Renata Legierska: “The regulatory model is where Jersey has done the smartest thing, which is essentially to adapt existing regulations and make a few tweaks to make it feasible”

Legierska’s colleague Charlie Gallichan agrees. “The industry group is going to be a perfect vehicle for us all to get together, talk about our common problems,” he says. “We are all going to be doing something slightly different, but we have common problems. Let’s work together. Let’s try and present a unified voice. That helps government. Similarly, government is going to have issues that the it needs the industry to help with.”

Charlie Gallichan: “Let’s try and present a unified voice”

The big reason for the Jersey government—for any government—to do this is tax take from this new industry. “We have looked at other jurisdictions so we don’t give ourselves a competitive disadvantage,” says Houseago. “Our tax rate is likely to be 20% initially. Looking at Guernsey, that’s the same rate they’re going with. Producers understand that. It has not put anybody off, so that’s what we’re likely to be going with for the next five years.”
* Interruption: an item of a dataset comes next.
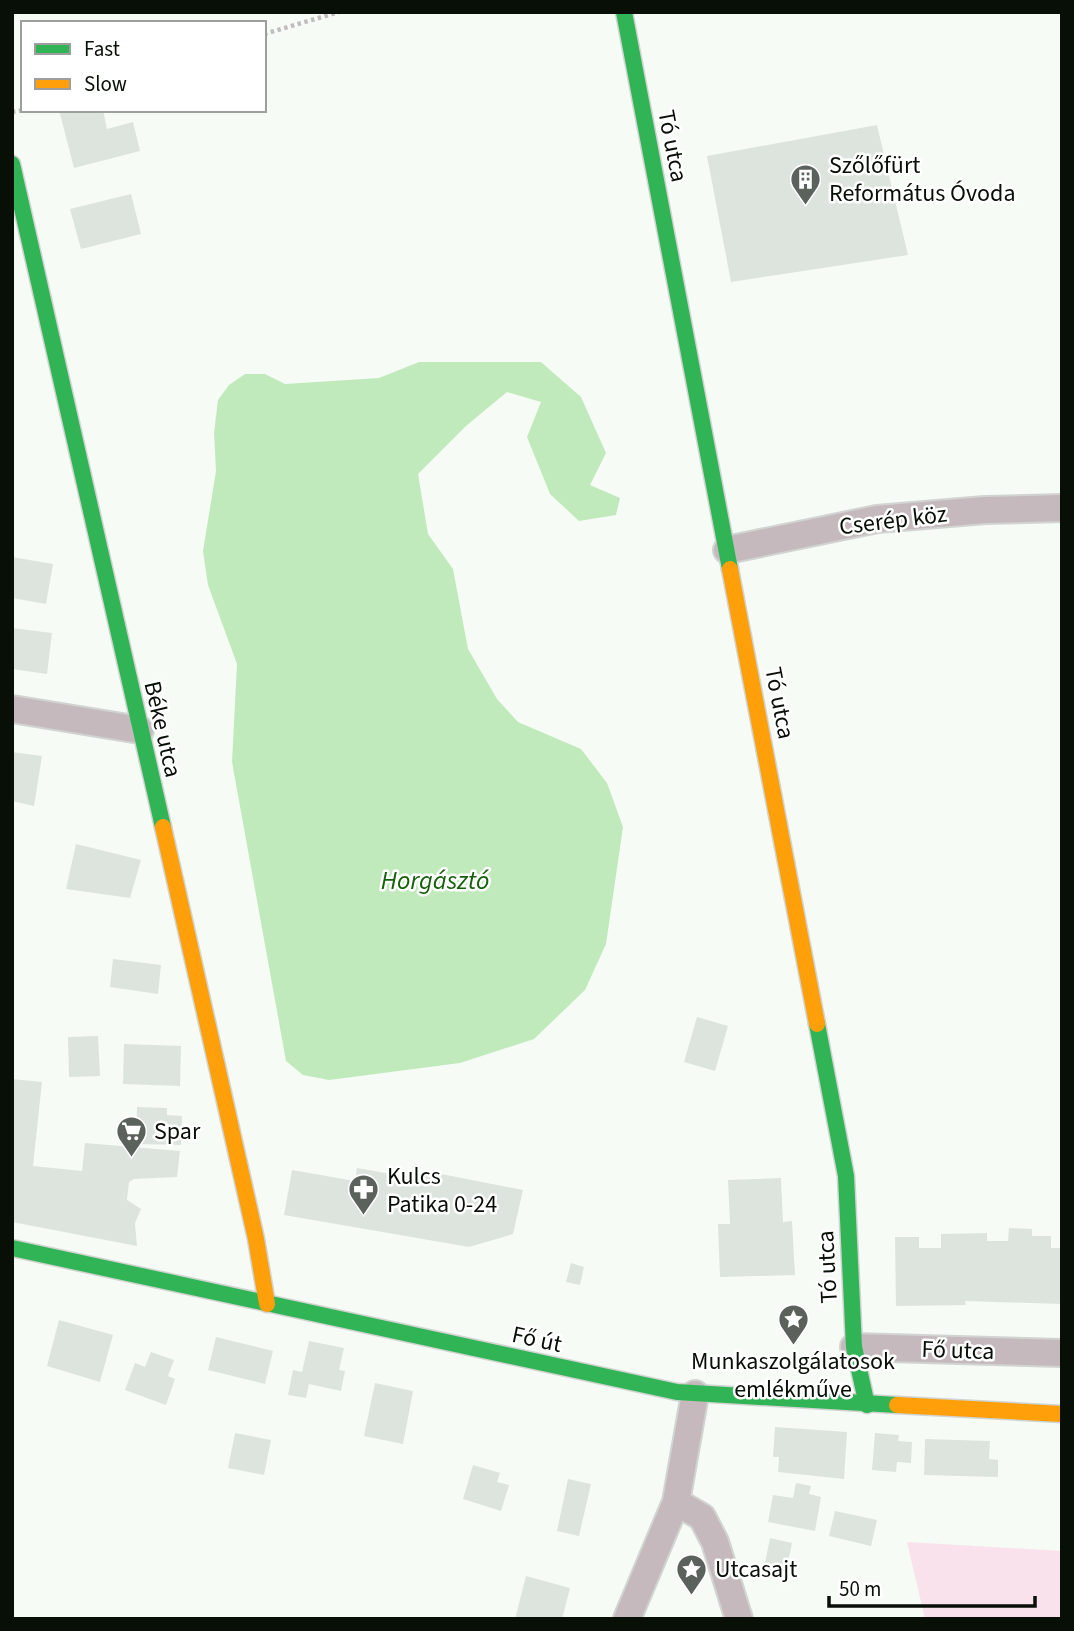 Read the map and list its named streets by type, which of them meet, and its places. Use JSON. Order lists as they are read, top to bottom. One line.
{"streets":{"street":["Tó utca","Cserép köz","Béke utca","Fő út","Fő utca"]},"crossings":[["Tó utca","Cserép köz"],["Tó utca","Fő út"],["Tó utca","Fő utca"],["Béke utca","Fő út"]],"water":["Horgásztó"],"places":{"building":["Szőlőfürt Református Óvoda"],"supermarket":["Spar"],"pharmacy":["Kulcs Patika 0-24"],"place":["Munkaszolgálatosok emlékműve","Utcasajt"]},"legend":["Fast","Slow"],"scale_bar":"50 m"}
What will that yield? At a price of £3,000-£4,000 per kg, that’s a tax take of just under £5 million per ha. Houseago predicts that, with 8ha of glass growing cannabis on the island, he will see £30 million flowing into Jersey’s treasury in short order.

Inasmuch as any businessman welcomes tax, Morland is content with Houseago’s calculations. “The people we deal with pay their taxes, such as accountants and lawyers. The products we produce will pay their taxes and if, as and when, lines of business such as recreational THC become more prevalent, there’s an opportunity for government to tax it in the same way they tax alcohol.”

There’s a lobby against cannabis on Jersey. Farnham is confident that regulation will reassure residents. “We must respect the views of all people and we still have some hearts and minds to win, but I think we can do that by producing an industry that really speaks for itself, and I think it’s important we embrace regulation in the early stages,” he says.

Houseago sums up with words that would horrify the most dyed-in-the-wool Sir Humphreys. “You’ve got to take a bit of a chance with economic development,” he says. “You have to understand what market works for you.

“Make sure that, because it’s a nascent sector, and it sometimes gets bad press as it moves from black market to grey market to legitimate industry, you get the politics right, bring your population with you and tell them what the benefits are.

“Get the regulation right, work with reputable regulators, talk to your industry to make sure you’ve got the regulatory regime right, make sure you have got your statutory and policy stuff teed up so that you have got hooks to take that through the political domain (and that’s not easy) and co-ordinate your regulators as well.”